--- Data excerpts Enclosed Below ---
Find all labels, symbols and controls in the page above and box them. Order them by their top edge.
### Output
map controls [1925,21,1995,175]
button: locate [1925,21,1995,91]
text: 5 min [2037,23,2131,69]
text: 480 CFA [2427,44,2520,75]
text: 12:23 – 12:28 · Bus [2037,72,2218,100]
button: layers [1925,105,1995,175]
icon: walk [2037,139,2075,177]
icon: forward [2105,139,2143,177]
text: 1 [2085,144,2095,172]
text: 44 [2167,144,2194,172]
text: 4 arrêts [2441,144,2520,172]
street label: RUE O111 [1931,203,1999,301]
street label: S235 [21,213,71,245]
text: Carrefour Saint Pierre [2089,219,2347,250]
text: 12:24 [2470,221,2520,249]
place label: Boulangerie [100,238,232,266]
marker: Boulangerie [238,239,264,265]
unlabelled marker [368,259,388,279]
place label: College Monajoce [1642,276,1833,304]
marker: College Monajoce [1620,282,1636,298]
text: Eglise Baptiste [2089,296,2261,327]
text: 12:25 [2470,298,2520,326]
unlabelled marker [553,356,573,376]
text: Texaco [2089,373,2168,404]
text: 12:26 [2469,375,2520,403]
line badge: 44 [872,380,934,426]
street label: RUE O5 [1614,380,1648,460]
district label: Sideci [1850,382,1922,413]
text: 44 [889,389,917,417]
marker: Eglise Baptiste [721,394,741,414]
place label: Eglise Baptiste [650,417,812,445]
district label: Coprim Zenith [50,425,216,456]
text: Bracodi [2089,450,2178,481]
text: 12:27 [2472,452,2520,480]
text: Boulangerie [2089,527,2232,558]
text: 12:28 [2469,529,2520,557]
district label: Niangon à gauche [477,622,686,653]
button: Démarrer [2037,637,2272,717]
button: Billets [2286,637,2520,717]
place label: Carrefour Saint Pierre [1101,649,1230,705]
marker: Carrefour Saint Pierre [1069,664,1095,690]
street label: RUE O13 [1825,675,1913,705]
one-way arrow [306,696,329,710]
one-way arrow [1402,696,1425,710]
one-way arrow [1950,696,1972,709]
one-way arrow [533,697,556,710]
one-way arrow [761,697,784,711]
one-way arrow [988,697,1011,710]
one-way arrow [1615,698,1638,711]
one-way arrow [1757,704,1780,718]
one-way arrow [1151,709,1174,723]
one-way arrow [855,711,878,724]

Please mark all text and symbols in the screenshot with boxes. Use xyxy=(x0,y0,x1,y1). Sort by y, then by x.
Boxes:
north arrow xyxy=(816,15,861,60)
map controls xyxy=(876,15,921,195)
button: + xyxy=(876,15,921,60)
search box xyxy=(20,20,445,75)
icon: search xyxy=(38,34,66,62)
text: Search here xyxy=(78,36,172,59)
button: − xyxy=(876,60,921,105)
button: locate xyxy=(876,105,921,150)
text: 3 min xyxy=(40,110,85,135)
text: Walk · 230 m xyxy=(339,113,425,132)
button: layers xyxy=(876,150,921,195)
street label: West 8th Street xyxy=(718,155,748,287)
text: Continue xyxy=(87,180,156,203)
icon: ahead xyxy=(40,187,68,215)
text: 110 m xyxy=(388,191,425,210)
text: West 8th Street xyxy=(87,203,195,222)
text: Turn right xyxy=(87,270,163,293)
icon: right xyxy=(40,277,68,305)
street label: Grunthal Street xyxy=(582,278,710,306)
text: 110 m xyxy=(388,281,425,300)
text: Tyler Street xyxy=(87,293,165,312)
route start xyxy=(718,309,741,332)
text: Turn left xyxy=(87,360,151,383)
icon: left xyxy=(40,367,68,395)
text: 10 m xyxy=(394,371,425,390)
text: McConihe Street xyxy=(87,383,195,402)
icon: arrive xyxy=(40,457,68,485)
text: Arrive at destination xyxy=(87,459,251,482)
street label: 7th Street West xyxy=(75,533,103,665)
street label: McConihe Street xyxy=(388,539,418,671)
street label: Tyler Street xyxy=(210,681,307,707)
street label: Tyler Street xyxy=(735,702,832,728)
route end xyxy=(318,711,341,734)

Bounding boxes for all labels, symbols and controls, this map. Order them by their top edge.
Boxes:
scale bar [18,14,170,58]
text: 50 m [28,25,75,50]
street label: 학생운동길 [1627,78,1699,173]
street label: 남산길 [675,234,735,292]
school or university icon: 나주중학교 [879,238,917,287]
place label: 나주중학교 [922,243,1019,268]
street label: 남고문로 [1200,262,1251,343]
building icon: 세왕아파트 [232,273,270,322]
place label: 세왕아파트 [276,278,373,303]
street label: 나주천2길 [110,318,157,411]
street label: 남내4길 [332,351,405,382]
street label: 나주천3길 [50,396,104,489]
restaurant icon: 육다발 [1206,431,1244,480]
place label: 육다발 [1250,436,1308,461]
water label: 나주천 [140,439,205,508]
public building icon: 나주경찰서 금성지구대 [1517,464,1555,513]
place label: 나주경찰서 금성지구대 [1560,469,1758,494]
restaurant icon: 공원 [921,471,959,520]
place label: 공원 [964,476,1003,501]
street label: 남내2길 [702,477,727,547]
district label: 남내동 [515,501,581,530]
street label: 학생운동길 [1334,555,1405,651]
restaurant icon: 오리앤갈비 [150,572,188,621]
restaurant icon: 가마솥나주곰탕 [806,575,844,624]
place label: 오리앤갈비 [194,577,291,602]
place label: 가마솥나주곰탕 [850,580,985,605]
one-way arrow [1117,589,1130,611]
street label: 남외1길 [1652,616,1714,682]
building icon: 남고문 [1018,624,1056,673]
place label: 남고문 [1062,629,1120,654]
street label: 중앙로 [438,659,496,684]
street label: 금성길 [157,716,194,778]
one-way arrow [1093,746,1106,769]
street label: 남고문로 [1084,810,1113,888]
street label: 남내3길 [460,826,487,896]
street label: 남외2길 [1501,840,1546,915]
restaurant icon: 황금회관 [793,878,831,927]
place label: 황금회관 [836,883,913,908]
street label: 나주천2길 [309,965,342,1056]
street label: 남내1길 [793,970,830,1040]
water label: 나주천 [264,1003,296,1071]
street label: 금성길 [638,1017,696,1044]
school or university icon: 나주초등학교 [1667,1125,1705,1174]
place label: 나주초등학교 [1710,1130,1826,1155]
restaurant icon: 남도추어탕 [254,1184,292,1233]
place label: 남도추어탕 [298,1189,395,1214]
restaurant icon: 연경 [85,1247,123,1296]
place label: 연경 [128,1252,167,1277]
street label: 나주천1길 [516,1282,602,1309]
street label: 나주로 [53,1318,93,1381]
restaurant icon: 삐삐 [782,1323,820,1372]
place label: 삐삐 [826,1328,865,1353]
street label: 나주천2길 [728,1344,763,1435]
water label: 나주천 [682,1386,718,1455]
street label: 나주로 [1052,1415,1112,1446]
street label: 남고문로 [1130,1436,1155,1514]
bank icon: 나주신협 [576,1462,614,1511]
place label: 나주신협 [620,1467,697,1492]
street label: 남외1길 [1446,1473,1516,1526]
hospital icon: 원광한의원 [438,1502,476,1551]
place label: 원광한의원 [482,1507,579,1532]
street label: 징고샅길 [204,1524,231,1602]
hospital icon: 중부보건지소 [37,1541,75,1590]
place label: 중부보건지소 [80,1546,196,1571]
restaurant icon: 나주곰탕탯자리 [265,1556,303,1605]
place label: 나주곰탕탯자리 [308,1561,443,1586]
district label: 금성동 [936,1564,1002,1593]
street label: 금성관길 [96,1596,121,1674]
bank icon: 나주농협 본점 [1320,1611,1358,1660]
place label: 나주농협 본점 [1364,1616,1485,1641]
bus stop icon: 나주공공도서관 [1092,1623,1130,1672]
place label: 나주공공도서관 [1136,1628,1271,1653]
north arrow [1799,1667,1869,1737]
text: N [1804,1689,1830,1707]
--- End of Enclosed Data excerpts ---
### Task brief
Within the entries, find all lines that contain "Order" and copy each one.

### Solution
Find all labels, symbols and controls in the page above and box them. Order them by their top edge.
Bounding boxes for all labels, symbols and controls, this map. Order them by their top edge.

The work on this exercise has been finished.